For more detail on these restrictions, visit the government website here: https://www.gov.uk/guidance/local-covid-alert-level-very-high

Is there any advice for vulnerable people? 

When Tier 3 restrictions come into force on Friday, there is additional guidance for people who are clinically extremely vulnerable to help them protect themselves from coronavirus. 

The main advice is to:

  • stay at home as much as possible
  • avoid all but essential travel
  • significantly reduce shopping trips

Here's the additional guidance in full: 

Where do these new rules apply?

They apply to all 10 boroughs of Greater Manchester, which are:

  • Bolton 
  • Bury 
  • Manchester 
  • Oldham 
  • Tameside 
  • Trafford 
  • Rochdale 
  • Salford 
  • Stockport 
  • Wigan 

If you're unsure if the new measures will affect you, type your postcode into the government's checker here https://www.gov.uk/find-coronavirus-local-restrictions to see which alert level applies in your area.

The NHS Covid-19 app will also tell you. If you haven't downloaded it on your smartphone yet, you can find out how to do so here

How long will they be in place for?

The measures are set to be reviewed every 28 days once they come into force on Friday 23 October, with the first review due to take place by 11 November. 

The government has said the restrictions will only be in place "as long as necessary" with case rates and epidemiology "reviewed regularly".

Why have we been moved into Tier 3?  

Greater Manchester was initially placed in Tier 2 - the high alert level - when Prime Minister Boris Johnson confirmed the new tier system for coronavirus restrictions on 12 October. 

He said at the time that Tier 3 would apply to areas where transmission of the virus is rising rapidly and the NHS could be under "unbearable pressure". 

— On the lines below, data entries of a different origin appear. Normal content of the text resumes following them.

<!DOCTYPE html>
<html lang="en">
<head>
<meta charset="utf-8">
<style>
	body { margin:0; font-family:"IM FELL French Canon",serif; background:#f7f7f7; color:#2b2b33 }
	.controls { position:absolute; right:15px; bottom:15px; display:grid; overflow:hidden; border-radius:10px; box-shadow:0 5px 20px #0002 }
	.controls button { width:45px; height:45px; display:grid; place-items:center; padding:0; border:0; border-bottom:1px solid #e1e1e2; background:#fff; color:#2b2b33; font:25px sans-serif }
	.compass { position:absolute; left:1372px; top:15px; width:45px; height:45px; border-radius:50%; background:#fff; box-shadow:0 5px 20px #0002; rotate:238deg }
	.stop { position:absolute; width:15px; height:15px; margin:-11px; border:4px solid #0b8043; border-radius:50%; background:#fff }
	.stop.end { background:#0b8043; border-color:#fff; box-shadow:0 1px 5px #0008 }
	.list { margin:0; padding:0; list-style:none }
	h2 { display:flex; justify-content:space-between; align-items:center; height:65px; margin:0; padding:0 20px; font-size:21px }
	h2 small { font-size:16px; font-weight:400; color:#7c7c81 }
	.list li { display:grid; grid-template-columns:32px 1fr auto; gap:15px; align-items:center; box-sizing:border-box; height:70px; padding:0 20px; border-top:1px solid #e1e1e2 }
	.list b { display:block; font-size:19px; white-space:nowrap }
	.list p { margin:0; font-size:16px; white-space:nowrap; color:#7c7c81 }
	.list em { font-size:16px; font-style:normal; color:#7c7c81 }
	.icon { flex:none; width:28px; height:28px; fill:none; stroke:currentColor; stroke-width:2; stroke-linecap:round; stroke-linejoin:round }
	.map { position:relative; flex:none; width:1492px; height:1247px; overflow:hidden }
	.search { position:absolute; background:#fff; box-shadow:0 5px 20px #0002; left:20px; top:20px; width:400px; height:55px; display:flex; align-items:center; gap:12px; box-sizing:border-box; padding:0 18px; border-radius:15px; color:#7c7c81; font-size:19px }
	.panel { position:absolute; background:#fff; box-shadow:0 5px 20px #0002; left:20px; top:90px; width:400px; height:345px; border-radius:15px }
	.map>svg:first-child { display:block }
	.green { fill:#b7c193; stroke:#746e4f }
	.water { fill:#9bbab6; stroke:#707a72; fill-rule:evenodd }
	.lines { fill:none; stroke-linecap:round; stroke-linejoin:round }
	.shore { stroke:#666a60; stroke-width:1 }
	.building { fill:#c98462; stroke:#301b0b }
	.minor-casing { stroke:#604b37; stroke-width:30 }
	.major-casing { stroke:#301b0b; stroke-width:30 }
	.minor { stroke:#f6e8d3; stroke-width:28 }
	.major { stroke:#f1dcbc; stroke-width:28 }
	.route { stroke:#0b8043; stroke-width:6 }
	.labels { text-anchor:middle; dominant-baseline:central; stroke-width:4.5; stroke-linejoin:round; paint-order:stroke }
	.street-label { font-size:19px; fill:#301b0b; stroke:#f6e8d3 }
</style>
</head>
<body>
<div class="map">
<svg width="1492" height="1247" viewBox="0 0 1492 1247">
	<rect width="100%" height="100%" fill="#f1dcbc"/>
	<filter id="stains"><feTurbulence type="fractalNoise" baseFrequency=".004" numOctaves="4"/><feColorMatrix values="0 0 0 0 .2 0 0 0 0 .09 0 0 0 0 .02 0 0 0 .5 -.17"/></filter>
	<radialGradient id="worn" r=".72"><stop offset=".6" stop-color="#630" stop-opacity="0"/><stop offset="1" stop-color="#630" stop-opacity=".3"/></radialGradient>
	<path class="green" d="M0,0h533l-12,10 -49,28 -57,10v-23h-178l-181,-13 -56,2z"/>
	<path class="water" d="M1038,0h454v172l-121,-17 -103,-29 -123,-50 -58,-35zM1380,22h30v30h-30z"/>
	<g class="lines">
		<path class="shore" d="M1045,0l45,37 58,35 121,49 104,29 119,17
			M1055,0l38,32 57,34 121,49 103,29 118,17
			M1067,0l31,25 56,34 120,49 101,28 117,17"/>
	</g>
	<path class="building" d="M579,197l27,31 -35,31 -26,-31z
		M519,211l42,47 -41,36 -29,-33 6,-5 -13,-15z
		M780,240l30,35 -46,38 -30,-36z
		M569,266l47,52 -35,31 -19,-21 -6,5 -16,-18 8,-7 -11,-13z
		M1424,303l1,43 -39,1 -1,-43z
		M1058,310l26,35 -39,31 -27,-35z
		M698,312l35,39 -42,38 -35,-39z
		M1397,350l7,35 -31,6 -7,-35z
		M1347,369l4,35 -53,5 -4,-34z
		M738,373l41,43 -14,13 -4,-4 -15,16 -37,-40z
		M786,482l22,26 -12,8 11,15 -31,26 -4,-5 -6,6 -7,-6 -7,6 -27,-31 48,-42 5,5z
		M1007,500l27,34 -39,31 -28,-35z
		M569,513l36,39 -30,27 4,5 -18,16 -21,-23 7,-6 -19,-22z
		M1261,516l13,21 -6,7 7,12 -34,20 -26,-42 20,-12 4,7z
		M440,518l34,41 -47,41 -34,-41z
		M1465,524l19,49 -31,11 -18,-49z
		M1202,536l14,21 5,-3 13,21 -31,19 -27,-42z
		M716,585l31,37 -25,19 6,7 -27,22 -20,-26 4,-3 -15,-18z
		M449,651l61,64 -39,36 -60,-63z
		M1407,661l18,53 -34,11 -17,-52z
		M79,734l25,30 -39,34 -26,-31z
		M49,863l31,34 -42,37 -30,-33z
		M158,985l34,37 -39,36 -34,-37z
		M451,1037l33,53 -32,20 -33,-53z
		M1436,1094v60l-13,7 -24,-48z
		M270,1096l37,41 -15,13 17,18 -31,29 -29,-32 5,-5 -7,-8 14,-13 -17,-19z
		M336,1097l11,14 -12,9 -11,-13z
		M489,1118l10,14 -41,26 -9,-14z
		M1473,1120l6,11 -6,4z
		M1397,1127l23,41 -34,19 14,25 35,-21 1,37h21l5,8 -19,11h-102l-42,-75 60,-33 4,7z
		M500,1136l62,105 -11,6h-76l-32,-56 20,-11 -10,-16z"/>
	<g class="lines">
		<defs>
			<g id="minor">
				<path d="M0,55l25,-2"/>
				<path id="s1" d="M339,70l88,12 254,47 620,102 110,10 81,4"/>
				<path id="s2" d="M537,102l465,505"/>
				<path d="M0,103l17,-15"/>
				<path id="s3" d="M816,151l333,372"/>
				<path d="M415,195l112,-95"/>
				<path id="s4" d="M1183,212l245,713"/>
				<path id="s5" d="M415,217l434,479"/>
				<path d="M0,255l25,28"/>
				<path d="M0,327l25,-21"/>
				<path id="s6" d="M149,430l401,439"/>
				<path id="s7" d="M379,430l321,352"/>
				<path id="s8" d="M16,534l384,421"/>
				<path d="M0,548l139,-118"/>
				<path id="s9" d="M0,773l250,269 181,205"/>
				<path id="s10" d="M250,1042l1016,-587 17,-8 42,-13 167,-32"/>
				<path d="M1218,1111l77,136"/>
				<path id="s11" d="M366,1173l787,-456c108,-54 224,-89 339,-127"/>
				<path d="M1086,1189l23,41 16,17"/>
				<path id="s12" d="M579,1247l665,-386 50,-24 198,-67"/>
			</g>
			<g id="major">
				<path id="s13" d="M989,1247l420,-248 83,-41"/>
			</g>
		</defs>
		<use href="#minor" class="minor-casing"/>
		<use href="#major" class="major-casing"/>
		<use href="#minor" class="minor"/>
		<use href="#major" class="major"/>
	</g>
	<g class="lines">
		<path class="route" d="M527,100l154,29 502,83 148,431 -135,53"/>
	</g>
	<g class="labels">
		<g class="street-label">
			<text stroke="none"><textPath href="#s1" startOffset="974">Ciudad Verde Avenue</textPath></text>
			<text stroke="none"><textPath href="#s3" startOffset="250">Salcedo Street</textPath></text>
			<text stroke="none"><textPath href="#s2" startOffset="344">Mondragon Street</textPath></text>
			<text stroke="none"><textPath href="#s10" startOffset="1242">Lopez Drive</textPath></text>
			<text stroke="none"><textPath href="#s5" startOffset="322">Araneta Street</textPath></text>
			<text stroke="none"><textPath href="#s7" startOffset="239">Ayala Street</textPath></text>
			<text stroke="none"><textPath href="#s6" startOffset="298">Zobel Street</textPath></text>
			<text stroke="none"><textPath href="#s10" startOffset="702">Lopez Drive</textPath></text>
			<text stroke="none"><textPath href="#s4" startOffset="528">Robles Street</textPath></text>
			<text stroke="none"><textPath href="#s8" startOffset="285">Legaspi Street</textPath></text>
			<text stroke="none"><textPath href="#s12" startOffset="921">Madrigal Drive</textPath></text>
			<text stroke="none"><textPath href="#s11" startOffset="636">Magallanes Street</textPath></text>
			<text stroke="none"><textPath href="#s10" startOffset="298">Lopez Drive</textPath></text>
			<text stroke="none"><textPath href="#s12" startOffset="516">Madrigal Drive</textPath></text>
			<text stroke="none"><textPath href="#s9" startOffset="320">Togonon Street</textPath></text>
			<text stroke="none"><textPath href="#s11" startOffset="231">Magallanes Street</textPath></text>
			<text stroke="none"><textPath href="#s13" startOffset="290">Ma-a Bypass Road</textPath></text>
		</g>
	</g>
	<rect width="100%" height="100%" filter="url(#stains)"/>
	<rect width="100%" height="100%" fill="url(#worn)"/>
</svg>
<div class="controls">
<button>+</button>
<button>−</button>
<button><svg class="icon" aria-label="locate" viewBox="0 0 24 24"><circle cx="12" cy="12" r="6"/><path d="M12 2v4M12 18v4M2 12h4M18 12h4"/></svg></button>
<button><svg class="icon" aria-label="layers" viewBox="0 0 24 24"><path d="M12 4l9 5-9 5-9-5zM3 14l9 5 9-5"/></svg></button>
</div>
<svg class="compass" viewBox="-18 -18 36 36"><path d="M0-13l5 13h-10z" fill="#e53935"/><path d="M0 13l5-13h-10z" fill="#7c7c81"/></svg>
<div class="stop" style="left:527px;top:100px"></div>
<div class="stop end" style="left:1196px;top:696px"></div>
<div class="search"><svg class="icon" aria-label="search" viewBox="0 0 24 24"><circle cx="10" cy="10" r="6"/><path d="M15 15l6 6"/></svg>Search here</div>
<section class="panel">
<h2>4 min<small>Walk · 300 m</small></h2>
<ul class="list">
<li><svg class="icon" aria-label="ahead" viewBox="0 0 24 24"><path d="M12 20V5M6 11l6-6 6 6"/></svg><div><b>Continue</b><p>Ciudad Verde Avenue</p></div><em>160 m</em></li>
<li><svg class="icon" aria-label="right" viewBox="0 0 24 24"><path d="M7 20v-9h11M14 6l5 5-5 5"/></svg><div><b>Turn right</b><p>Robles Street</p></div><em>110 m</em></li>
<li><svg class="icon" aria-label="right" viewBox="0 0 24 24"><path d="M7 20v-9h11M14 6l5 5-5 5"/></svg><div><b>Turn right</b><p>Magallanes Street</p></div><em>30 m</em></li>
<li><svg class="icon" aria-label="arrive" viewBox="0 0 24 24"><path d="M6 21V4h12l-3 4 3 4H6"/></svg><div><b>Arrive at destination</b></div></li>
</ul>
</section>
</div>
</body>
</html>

In Greater Manchester, infection rates are among the highest in the country and the overall infection rate in the region is continuing to rise. 

As of 12 October, the weekly average for new cases was 1,591, an increase of 302 per cent in one month since 12 September.

According to Public Health England data, the number of Covid-19 cases in the region per 100,000 people as of the week ending 16 October is 399.4, with the average in England being 169.8. Tameside's rate is 351.9 and Oldham's rate is 422.6. 

The government has said that there are now more Covid-19 patients in Greater Manchester hospitals than in the whole of the South West and South East combined, and on the current trajectory the number of Covid-19 patients in Greater Manchester will exceed the numbers from the first peak in April in early November.